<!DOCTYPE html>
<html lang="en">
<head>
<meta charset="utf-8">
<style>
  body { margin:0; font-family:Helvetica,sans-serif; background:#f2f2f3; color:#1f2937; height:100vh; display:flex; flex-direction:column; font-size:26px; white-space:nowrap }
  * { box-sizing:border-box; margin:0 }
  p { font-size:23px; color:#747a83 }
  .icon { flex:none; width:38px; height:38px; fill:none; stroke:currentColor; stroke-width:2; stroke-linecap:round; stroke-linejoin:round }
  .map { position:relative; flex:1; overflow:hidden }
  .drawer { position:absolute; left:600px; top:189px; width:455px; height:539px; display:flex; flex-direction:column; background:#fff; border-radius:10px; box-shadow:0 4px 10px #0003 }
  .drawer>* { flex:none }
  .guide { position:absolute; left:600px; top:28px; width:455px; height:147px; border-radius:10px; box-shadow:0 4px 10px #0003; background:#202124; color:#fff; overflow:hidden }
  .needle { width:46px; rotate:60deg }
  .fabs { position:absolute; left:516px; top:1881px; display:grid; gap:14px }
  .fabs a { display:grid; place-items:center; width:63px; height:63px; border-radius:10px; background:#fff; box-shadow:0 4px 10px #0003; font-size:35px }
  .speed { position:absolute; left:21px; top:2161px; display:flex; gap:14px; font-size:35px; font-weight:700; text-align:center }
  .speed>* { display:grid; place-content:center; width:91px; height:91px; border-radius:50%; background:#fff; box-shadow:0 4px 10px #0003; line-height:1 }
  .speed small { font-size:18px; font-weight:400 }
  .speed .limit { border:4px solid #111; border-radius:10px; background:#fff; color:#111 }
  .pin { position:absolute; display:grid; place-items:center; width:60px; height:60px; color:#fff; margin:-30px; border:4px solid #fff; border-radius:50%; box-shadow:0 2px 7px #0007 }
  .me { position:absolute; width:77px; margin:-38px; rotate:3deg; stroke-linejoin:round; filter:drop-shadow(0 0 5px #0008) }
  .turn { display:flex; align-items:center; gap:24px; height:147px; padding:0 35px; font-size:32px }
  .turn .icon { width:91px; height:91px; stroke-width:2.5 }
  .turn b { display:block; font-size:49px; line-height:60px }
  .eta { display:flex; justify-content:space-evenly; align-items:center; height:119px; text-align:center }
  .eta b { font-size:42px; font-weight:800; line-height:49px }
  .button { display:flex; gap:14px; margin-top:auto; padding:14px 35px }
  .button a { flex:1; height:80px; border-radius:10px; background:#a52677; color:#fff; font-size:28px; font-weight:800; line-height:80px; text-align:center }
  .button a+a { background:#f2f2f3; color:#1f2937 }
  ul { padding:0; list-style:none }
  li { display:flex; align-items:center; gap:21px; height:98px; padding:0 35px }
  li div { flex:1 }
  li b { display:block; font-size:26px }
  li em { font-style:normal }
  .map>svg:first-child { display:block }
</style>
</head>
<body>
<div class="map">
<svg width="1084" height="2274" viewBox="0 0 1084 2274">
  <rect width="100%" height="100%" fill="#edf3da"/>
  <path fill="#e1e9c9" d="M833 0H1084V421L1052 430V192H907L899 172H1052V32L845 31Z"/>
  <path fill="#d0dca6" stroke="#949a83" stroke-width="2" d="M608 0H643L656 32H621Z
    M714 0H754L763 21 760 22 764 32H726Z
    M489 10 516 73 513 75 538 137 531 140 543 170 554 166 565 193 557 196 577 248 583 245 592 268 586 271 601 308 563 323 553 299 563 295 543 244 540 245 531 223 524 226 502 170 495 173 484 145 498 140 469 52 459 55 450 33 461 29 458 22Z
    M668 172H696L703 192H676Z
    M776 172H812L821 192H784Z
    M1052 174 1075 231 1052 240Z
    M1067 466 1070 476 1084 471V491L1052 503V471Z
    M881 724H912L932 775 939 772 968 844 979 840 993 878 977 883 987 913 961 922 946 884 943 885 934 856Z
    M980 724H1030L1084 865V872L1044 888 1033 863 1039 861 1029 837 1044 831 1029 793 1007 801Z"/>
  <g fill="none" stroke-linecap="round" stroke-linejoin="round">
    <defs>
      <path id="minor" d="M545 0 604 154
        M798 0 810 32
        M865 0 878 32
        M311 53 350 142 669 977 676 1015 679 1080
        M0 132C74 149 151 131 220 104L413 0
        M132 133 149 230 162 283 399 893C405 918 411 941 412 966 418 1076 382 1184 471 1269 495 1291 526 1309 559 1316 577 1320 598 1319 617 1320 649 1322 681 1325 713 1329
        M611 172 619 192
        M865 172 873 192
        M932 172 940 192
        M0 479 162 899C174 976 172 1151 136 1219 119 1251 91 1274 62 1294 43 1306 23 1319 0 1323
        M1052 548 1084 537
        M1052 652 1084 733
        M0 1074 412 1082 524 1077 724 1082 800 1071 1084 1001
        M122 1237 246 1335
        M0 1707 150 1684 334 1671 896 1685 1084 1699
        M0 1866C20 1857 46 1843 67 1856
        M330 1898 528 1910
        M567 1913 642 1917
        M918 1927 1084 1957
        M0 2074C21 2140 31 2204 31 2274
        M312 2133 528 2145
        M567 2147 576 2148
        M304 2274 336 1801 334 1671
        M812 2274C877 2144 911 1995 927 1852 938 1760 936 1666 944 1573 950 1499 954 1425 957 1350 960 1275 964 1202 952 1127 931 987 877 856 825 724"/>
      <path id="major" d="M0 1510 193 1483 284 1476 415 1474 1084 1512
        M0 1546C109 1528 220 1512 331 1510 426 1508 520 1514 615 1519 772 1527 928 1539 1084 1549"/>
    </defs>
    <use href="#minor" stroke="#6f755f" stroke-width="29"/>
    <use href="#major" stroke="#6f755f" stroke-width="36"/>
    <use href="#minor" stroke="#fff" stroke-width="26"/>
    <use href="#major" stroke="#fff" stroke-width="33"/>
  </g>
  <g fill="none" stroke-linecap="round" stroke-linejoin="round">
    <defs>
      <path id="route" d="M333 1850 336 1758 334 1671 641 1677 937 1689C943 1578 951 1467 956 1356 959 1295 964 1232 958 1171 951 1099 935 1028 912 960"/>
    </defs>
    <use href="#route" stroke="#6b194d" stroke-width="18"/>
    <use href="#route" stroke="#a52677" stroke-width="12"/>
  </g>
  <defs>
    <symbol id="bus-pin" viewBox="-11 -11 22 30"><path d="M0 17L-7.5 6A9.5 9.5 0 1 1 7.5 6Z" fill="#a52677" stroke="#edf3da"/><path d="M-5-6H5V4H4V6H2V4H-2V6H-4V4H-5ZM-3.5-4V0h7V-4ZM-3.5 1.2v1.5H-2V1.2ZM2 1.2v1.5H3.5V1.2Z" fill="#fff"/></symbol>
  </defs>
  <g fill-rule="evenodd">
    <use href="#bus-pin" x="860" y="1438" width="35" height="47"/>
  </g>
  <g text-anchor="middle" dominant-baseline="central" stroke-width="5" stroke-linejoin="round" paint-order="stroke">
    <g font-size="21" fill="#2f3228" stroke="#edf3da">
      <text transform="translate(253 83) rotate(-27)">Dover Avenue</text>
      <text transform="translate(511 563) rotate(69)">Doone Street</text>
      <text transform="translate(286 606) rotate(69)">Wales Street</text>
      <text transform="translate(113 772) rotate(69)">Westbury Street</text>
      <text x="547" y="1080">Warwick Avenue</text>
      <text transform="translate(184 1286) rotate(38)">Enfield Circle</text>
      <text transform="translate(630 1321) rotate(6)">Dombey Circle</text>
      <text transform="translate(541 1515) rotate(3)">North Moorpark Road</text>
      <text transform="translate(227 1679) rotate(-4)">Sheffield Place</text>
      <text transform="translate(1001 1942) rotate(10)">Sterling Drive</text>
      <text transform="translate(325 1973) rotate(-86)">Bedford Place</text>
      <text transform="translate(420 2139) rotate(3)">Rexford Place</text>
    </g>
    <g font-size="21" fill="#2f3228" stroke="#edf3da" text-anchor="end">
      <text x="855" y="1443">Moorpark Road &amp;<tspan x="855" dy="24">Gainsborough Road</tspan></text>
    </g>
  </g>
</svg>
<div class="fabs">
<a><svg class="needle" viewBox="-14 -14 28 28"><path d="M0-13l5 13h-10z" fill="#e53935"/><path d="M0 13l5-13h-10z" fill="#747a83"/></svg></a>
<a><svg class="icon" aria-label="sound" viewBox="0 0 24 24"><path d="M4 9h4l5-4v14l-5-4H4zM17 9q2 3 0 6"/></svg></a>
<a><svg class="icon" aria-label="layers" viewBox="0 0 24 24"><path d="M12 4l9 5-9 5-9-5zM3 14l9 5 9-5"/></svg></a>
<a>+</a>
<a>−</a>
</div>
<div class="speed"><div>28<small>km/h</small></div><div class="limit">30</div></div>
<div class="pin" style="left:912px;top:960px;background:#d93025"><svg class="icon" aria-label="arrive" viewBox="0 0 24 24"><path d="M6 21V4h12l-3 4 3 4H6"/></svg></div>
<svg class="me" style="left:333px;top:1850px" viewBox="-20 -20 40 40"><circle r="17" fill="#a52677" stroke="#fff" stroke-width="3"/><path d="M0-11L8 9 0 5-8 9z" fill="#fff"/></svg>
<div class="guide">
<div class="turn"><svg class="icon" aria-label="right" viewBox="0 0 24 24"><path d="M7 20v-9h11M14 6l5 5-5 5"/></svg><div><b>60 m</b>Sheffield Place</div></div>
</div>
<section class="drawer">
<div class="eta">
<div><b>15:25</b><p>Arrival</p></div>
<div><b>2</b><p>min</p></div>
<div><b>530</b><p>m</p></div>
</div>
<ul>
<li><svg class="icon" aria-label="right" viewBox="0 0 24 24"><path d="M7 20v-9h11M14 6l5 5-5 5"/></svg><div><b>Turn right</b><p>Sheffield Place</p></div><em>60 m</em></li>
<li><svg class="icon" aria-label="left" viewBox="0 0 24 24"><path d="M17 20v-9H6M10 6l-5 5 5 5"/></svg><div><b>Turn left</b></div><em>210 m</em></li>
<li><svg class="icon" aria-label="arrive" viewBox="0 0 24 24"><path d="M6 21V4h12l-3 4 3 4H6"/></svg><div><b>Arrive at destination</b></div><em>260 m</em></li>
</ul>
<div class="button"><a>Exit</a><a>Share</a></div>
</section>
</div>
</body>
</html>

**DESCRIPTION OF THE TASK:**
Return the lines exactly as they stand, please. Start at the top of the material and finish with the line where "margin:0; font-family:Helvetica,sans-serif; background:#f2f2f3;" appears.

**ANSWER TO THE EXERCISE:**
<!DOCTYPE html>
<html lang="en">
<head>
<meta charset="utf-8">
<style>
  body { margin:0; font-family:Helvetica,sans-serif; background:#f2f2f3; color:#1f2937; height:100vh; display:flex; flex-direction:column; font-size:26px; white-space:nowrap }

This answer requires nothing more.